# EXERCISE BRIEF
Lines with the word "function": copy all of them from the entries below.

━━━━━━━━━━━━━━━━━━━━

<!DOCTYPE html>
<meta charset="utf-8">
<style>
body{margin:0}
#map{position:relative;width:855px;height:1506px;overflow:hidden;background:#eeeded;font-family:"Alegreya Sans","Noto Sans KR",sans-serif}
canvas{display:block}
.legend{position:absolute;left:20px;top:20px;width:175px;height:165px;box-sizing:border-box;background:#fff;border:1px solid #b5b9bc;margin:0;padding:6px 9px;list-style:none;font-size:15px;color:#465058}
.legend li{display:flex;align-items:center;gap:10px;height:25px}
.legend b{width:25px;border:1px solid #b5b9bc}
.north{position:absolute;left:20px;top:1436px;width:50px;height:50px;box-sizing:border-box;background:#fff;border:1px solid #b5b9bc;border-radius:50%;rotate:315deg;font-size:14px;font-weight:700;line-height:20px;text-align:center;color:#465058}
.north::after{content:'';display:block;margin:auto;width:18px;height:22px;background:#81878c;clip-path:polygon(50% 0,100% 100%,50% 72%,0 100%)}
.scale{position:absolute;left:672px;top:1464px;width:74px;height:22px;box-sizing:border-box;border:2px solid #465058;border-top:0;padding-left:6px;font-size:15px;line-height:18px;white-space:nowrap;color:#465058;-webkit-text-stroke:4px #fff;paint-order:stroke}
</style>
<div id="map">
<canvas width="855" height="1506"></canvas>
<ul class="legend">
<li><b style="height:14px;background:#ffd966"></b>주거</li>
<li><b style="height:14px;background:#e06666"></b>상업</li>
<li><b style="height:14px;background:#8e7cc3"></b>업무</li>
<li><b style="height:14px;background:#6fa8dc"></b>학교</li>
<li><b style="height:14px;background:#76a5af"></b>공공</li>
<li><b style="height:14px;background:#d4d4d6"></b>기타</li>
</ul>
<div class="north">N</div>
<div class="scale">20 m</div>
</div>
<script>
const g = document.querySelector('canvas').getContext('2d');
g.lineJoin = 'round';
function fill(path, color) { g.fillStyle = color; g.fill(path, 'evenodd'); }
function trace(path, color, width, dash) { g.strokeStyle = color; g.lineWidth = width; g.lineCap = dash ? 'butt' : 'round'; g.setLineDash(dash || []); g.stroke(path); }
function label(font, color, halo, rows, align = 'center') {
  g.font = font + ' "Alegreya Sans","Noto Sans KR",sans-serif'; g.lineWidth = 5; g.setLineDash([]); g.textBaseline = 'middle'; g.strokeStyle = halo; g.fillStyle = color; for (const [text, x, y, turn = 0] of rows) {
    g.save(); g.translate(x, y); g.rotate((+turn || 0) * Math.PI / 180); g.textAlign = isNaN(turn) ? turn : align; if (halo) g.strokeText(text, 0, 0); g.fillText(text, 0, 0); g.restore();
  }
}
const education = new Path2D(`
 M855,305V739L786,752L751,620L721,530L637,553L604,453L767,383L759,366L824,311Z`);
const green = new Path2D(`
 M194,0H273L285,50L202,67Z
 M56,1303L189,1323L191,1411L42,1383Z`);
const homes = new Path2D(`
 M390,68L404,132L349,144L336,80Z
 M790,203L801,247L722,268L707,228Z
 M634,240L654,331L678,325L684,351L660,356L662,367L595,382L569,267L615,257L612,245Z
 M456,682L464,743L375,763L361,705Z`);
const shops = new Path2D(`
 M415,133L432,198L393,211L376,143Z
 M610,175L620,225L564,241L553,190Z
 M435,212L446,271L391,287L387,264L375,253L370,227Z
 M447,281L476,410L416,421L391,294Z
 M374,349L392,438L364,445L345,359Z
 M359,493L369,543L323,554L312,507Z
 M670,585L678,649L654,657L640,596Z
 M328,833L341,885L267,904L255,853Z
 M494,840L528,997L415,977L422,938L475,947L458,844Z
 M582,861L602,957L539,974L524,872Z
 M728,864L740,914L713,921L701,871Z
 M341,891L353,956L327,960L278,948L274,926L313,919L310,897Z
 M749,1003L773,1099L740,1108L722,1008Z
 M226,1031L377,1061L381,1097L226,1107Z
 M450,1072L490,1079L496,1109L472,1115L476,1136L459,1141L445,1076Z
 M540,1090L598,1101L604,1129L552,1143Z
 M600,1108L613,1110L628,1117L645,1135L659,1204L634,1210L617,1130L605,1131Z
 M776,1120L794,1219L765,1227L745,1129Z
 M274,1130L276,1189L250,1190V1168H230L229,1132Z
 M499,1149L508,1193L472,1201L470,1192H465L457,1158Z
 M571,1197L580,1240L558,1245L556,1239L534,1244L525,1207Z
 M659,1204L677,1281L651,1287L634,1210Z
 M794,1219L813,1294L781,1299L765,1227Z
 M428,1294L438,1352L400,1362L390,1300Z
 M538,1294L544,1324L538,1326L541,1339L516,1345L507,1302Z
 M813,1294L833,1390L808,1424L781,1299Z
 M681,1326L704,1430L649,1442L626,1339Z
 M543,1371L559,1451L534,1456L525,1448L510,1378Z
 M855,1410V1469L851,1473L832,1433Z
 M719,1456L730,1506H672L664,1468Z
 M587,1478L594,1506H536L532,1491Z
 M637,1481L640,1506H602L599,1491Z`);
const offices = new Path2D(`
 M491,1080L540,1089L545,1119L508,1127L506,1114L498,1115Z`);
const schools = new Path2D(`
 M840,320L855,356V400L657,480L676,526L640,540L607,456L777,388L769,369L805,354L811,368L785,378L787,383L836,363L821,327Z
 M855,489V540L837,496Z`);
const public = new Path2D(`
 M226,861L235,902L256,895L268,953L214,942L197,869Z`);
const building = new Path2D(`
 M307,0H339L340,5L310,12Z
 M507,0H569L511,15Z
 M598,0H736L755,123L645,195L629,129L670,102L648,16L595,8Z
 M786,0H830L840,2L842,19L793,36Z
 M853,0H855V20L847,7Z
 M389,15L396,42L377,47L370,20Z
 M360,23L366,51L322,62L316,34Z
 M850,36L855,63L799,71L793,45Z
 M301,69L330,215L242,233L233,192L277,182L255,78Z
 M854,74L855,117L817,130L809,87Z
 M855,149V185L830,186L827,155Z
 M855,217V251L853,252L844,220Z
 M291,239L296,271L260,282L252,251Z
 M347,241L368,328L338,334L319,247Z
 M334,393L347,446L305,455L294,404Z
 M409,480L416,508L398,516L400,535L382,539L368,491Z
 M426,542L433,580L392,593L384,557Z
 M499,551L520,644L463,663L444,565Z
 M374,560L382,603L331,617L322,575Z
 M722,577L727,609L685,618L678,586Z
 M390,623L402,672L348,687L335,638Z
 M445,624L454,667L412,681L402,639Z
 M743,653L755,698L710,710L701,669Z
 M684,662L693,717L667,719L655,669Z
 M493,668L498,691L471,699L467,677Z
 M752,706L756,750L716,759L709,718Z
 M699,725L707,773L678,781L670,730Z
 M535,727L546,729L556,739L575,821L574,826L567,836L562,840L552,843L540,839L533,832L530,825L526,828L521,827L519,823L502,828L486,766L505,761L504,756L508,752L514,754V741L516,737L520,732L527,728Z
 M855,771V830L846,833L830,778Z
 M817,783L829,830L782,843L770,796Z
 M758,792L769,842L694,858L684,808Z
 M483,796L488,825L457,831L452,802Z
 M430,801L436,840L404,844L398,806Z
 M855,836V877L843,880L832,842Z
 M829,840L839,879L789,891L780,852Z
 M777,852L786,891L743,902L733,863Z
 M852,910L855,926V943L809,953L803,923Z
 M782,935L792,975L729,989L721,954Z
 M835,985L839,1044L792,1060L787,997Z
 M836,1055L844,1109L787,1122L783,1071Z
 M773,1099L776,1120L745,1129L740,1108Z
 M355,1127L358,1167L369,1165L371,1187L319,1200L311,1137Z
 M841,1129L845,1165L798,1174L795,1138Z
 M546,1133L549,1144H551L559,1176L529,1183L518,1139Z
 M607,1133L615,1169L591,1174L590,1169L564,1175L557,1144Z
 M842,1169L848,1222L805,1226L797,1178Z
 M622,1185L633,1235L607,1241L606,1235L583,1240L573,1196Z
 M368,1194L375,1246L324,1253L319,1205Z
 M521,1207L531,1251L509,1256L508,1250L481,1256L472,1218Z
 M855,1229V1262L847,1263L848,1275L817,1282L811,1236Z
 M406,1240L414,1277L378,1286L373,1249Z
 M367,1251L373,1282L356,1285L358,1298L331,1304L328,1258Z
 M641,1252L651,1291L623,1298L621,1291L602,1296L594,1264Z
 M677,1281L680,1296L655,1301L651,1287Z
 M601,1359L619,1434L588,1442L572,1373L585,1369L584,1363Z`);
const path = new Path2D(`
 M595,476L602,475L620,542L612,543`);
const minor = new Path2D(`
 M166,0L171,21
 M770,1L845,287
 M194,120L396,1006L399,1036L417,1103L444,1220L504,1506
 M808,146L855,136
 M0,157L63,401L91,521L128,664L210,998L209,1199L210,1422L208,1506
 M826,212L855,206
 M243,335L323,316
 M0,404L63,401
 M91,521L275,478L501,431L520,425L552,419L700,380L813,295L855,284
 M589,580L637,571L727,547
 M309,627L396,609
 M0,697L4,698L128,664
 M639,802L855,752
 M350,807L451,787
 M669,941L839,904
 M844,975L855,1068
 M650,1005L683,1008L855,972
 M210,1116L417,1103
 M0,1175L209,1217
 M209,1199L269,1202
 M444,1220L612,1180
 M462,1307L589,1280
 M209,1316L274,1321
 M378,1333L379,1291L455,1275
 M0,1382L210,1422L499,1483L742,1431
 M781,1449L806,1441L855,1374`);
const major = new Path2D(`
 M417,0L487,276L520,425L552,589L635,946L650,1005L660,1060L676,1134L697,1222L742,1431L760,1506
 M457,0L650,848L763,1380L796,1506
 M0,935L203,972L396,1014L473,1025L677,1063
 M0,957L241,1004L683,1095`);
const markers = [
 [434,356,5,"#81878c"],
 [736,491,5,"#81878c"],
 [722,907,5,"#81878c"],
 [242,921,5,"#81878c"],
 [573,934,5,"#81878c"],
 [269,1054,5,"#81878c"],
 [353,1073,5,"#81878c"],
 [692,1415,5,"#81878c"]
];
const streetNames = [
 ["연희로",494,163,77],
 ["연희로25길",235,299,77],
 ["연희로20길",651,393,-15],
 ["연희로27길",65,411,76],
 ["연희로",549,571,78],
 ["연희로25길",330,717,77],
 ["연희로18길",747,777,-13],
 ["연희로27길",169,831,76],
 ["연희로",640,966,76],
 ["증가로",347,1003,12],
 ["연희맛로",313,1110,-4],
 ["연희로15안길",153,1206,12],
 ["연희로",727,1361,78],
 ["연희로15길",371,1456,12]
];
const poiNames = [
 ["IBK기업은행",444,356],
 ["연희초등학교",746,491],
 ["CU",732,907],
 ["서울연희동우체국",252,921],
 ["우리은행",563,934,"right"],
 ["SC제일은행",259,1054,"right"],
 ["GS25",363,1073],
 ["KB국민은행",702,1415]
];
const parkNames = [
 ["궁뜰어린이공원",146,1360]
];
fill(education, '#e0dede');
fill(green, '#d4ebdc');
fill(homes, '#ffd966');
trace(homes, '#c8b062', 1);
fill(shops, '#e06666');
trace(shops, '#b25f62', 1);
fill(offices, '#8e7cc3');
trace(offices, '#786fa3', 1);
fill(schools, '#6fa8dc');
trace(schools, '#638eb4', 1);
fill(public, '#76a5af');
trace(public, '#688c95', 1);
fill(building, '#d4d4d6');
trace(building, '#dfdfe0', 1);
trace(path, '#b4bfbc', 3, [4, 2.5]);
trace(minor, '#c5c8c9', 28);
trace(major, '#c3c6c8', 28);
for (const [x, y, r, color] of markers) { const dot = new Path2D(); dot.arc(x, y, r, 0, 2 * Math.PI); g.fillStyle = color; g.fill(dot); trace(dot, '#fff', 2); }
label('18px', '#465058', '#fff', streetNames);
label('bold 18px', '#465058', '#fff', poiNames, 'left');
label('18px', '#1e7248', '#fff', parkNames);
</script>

━━━━━━━━━━━━━━━━━━━━

# REPLY TO THE TASK
function fill(path, color) { g.fillStyle = color; g.fill(path, 'evenodd'); }
function trace(path, color, width, dash) { g.strokeStyle = color; g.lineWidth = width; g.lineCap = dash ? 'butt' : 'round'; g.setLineDash(dash || []); g.stroke(path); }
function label(font, color, halo, rows, align = 'center') {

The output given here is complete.